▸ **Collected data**

---

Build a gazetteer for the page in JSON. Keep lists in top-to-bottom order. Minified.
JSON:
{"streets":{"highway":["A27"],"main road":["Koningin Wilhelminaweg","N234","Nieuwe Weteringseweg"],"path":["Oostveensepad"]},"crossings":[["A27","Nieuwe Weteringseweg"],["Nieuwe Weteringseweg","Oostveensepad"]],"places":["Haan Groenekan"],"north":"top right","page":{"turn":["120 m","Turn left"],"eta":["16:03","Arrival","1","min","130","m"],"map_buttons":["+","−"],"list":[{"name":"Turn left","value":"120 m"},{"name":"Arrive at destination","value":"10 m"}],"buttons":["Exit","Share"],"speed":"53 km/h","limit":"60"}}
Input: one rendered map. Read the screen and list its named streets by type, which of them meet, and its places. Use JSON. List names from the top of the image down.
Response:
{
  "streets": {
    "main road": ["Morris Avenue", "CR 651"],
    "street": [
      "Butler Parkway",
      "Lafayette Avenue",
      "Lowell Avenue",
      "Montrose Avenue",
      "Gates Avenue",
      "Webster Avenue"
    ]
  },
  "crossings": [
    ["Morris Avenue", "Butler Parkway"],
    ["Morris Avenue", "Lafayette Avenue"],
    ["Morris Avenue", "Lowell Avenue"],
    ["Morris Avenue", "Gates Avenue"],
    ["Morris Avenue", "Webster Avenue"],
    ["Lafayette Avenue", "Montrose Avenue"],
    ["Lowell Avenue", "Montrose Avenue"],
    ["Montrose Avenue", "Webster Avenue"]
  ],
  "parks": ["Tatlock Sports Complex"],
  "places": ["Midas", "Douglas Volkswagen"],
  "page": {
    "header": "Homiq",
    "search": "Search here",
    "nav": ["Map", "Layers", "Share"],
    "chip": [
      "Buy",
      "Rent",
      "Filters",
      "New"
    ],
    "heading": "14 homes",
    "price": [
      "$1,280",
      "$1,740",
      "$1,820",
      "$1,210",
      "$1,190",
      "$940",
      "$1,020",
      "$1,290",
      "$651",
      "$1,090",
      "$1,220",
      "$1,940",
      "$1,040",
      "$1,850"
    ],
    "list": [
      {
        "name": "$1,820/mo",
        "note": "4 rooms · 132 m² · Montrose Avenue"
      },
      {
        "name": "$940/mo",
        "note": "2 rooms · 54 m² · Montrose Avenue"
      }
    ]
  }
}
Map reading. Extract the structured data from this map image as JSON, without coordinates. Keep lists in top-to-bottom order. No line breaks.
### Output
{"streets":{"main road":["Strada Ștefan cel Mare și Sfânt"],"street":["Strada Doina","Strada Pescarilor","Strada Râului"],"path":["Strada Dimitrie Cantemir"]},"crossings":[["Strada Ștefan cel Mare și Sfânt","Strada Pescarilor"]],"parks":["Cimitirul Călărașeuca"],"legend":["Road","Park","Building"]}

---

▸ **Work to be completed**
Transcribe the data word for word.

▸ **Output of the task**
Build a gazetteer for the page in JSON. Keep lists in top-to-bottom order. Minified.
JSON:
{"streets":{"highway":["A27"],"main road":["Koningin Wilhelminaweg","N234","Nieuwe Weteringseweg"],"path":["Oostveensepad"]},"crossings":[["A27","Nieuwe Weteringseweg"],["Nieuwe Weteringseweg","Oostveensepad"]],"places":["Haan Groenekan"],"north":"top right","page":{"turn":["120 m","Turn left"],"eta":["16:03","Arrival","1","min","130","m"],"map_buttons":["+","−"],"list":[{"name":"Turn left","value":"120 m"},{"name":"Arrive at destination","value":"10 m"}],"buttons":["Exit","Share"],"speed":"53 km/h","limit":"60"}}
Input: one rendered map. Read the screen and list its named streets by type, which of them meet, and its places. Use JSON. List names from the top of the image down.
Response:
{
  "streets": {
    "main road": ["Morris Avenue", "CR 651"],
    "street": [
      "Butler Parkway",
      "Lafayette Avenue",
      "Lowell Avenue",
      "Montrose Avenue",
      "Gates Avenue",
      "Webster Avenue"
    ]
  },
  "crossings": [
    ["Morris Avenue", "Butler Parkway"],
    ["Morris Avenue", "Lafayette Avenue"],
    ["Morris Avenue", "Lowell Avenue"],
    ["Morris Avenue", "Gates Avenue"],
    ["Morris Avenue", "Webster Avenue"],
    ["Lafayette Avenue", "Montrose Avenue"],
    ["Lowell Avenue", "Montrose Avenue"],
    ["Montrose Avenue", "Webster Avenue"]
  ],
  "parks": ["Tatlock Sports Complex"],
  "places": ["Midas", "Douglas Volkswagen"],
  "page": {
    "header": "Homiq",
    "search": "Search here",
    "nav": ["Map", "Layers", "Share"],
    "chip": [
      "Buy",
      "Rent",
      "Filters",
      "New"
    ],
    "heading": "14 homes",
    "price": [
      "$1,280",
      "$1,740",
      "$1,820",
      "$1,210",
      "$1,190",
      "$940",
      "$1,020",
      "$1,290",
      "$651",
      "$1,090",
      "$1,220",
      "$1,940",
      "$1,040",
      "$1,850"
    ],
    "list": [
      {
        "name": "$1,820/mo",
        "note": "4 rooms · 132 m² · Montrose Avenue"
      },
      {
        "name": "$940/mo",
        "note": "2 rooms · 54 m² · Montrose Avenue"
      }
    ]
  }
}
Map reading. Extract the structured data from this map image as JSON, without coordinates. Keep lists in top-to-bottom order. No line breaks.
### Output
{"streets":{"main road":["Strada Ștefan cel Mare și Sfânt"],"street":["Strada Doina","Strada Pescarilor","Strada Râului"],"path":["Strada Dimitrie Cantemir"]},"crossings":[["Strada Ștefan cel Mare și Sfânt","Strada Pescarilor"]],"parks":["Cimitirul Călărașeuca"],"legend":["Road","Park","Building"]}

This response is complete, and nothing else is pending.